Italian TV Getting an Expert to Discuss AIDS Problem
--Ryan White, the 14-year-old AIDS victim who has been banned from school but is continuing the battle to get back in the classroom, received Christmas presents and greetings from around the world and will fly to Rome next month to appear on Italian state television, his mother said. Jeanne White said in her home in Kokomo, Ind., that Ryan and her daughter, Andrea, 12, “are looking forward to it. I got him a suitcase for Christmas for the trip.” She said the three will fly to Rome on Feb. 1 as guests of Italian state television. Lydia Griffin, U.S. correspondent for Italian TV, said the Italians are “interested in the problem of AIDS and the panic around it. They want to talk to Ryan about being in the middle of this for a year now--the social aspects of it.” Ryan is a hemophiliac who contracted AIDS through a transfusion. His mother said he received many gifts and greetings from around the world this Christmas. “He got several stuffed bears,” she said. “There were donations of money, mostly small bills. He spent a lot of it buying comic books. He likes comic books, so he nearly bought out the store.”
--Scientists making their usual end-of-the-year inspection of Italy’s Leaning Tower of Pisa say the tourist attraction “is enjoying great health,” said Prof. Giuseppe Toniolo, head of the committee of experts that studies the structure. The 180-foot-high bell tower, completed in 1350, leans more than 14 feet off perpendicular.

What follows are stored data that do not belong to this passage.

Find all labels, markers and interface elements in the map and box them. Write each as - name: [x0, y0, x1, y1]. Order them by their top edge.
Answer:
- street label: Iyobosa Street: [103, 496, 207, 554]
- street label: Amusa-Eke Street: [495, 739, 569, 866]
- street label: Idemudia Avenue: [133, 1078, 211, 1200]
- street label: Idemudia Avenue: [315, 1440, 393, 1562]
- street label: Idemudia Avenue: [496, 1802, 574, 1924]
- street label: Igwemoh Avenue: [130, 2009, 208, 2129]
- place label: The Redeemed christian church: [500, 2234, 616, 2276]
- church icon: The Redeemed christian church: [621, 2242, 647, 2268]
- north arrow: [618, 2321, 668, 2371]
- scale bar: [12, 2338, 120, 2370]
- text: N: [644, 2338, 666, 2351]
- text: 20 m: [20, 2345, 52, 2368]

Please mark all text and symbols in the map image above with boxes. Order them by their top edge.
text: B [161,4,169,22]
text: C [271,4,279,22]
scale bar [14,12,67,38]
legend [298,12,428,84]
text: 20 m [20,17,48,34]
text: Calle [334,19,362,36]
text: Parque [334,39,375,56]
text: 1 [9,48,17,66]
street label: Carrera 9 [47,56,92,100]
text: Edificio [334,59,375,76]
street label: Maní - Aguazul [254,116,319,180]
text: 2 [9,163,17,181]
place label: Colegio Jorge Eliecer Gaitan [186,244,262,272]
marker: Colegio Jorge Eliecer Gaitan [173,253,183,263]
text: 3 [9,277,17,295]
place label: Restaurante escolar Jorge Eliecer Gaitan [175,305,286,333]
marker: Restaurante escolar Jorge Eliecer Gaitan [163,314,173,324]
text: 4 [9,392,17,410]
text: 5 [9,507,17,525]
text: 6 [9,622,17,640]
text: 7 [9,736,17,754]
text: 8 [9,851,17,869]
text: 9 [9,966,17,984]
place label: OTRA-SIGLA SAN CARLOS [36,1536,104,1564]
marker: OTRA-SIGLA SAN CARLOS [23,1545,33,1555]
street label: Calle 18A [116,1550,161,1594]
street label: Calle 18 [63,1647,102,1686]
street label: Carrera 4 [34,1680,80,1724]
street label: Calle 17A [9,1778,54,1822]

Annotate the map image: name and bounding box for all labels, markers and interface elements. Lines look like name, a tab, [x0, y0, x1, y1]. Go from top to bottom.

--The latest thing in textbooks at many private schools around the nation is a book that many a great-great-great-granddad took to school. Van Nostrand Reinhold, a New York City publishing company, has received requests from hundreds of private school teachers, mostly in rural areas, for the 150-year-old “McGuffey’s Eclectic Readers,” said Joanne Trutko, marketing manager. The primers teach morals as well as reading, ‘riting and ‘rithmetic. A story like “The Good Boy Whose Parents Are Poor” teaches that virtue is its own reward. Children like Lazy Ned are appropriately punished: He died a dunce. Young readers are told that Where There’s a Will, There’s a Way. The author of the famous primers, William Holmes McGuffey, was a Presbyterian minister who taught at Miami University in Ohio. His textbook series “has stood the test of time,” said John Schneck, principal of Victory Christian School in Eustis, Fla. “It teaches old traditional principles that mean something.”